**Dataset entries**:
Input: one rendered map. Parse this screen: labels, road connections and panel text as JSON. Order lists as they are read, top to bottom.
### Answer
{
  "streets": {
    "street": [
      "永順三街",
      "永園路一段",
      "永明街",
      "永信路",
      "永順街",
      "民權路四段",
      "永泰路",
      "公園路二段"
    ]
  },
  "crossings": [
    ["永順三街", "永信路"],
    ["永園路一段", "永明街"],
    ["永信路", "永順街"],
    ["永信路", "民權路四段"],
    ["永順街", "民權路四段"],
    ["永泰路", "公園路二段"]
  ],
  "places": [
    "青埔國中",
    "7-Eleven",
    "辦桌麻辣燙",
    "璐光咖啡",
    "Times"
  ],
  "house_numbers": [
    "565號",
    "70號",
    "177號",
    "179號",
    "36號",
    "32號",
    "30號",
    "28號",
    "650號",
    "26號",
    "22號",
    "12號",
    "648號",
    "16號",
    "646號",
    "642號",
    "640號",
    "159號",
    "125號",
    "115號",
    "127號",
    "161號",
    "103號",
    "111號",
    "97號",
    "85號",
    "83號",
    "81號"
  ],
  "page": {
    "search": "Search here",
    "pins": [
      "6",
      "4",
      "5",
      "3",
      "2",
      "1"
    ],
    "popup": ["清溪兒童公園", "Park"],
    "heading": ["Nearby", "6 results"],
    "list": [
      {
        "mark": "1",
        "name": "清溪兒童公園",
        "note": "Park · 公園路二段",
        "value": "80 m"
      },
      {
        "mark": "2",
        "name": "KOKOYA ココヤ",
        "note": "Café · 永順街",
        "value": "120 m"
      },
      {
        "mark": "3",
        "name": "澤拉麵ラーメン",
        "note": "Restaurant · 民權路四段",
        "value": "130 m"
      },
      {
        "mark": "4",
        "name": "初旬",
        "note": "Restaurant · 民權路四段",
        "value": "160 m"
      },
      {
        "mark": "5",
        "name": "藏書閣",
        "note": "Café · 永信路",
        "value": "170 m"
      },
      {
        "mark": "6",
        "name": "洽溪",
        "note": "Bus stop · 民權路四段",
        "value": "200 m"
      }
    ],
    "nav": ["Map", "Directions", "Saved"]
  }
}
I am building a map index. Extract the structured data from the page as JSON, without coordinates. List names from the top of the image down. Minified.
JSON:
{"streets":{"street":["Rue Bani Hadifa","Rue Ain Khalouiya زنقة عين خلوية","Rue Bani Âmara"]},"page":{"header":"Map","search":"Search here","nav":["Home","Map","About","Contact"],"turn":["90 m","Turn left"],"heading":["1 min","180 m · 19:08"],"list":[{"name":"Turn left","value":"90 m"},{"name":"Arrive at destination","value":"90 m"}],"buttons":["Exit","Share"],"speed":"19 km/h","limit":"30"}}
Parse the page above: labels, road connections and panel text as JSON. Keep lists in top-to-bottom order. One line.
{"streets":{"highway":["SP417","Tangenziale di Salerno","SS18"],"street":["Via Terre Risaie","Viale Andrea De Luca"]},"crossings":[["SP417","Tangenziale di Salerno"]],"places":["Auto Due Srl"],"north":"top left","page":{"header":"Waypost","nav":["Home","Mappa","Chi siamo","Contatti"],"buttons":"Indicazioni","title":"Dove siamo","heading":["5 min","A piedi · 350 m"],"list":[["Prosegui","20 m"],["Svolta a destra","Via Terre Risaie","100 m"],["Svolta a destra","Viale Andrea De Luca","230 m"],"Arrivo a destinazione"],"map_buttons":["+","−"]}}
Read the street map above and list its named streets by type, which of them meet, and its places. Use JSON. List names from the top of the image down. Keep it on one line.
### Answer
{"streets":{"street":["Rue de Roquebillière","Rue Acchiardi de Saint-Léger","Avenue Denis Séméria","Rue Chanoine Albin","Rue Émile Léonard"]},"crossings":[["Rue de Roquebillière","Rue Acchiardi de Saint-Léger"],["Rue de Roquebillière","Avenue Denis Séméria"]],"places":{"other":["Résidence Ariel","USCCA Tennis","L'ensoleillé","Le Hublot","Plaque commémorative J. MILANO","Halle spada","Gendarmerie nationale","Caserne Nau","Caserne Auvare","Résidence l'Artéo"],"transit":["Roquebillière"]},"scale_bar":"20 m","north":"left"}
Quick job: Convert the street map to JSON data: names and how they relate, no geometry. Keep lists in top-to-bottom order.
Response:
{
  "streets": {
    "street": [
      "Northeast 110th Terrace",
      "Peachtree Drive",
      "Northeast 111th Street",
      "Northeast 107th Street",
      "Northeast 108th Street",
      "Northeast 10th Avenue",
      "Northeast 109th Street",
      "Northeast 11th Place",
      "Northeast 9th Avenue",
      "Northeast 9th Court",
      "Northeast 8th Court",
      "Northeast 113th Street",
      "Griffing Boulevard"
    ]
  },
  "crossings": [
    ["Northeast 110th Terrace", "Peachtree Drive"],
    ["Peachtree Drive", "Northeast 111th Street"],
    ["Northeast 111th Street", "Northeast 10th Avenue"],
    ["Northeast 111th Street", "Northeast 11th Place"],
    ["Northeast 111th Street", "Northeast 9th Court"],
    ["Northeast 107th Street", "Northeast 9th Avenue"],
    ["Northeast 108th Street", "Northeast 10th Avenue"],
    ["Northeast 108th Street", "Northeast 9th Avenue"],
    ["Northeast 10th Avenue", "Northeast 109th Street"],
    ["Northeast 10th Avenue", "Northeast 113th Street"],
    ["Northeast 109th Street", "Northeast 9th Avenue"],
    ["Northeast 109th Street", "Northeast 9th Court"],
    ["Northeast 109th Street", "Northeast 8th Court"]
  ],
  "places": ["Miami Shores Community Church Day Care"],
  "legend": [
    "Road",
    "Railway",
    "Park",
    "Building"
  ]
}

**TO DO**: From the entries above, extract only the lines running from the one containing "I am building" through the one containing "Read the street", inclusive.

**COMPLETED EXERCISE**:
I am building a map index. Extract the structured data from the page as JSON, without coordinates. List names from the top of the image down. Minified.
JSON:
{"streets":{"street":["Rue Bani Hadifa","Rue Ain Khalouiya زنقة عين خلوية","Rue Bani Âmara"]},"page":{"header":"Map","search":"Search here","nav":["Home","Map","About","Contact"],"turn":["90 m","Turn left"],"heading":["1 min","180 m · 19:08"],"list":[{"name":"Turn left","value":"90 m"},{"name":"Arrive at destination","value":"90 m"}],"buttons":["Exit","Share"],"speed":"19 km/h","limit":"30"}}
Parse the page above: labels, road connections and panel text as JSON. Keep lists in top-to-bottom order. One line.
{"streets":{"highway":["SP417","Tangenziale di Salerno","SS18"],"street":["Via Terre Risaie","Viale Andrea De Luca"]},"crossings":[["SP417","Tangenziale di Salerno"]],"places":["Auto Due Srl"],"north":"top left","page":{"header":"Waypost","nav":["Home","Mappa","Chi siamo","Contatti"],"buttons":"Indicazioni","title":"Dove siamo","heading":["5 min","A piedi · 350 m"],"list":[["Prosegui","20 m"],["Svolta a destra","Via Terre Risaie","100 m"],["Svolta a destra","Viale Andrea De Luca","230 m"],"Arrivo a destinazione"],"map_buttons":["+","−"]}}
Read the street map above and list its named streets by type, which of them meet, and its places. Use JSON. List names from the top of the image down. Keep it on one line.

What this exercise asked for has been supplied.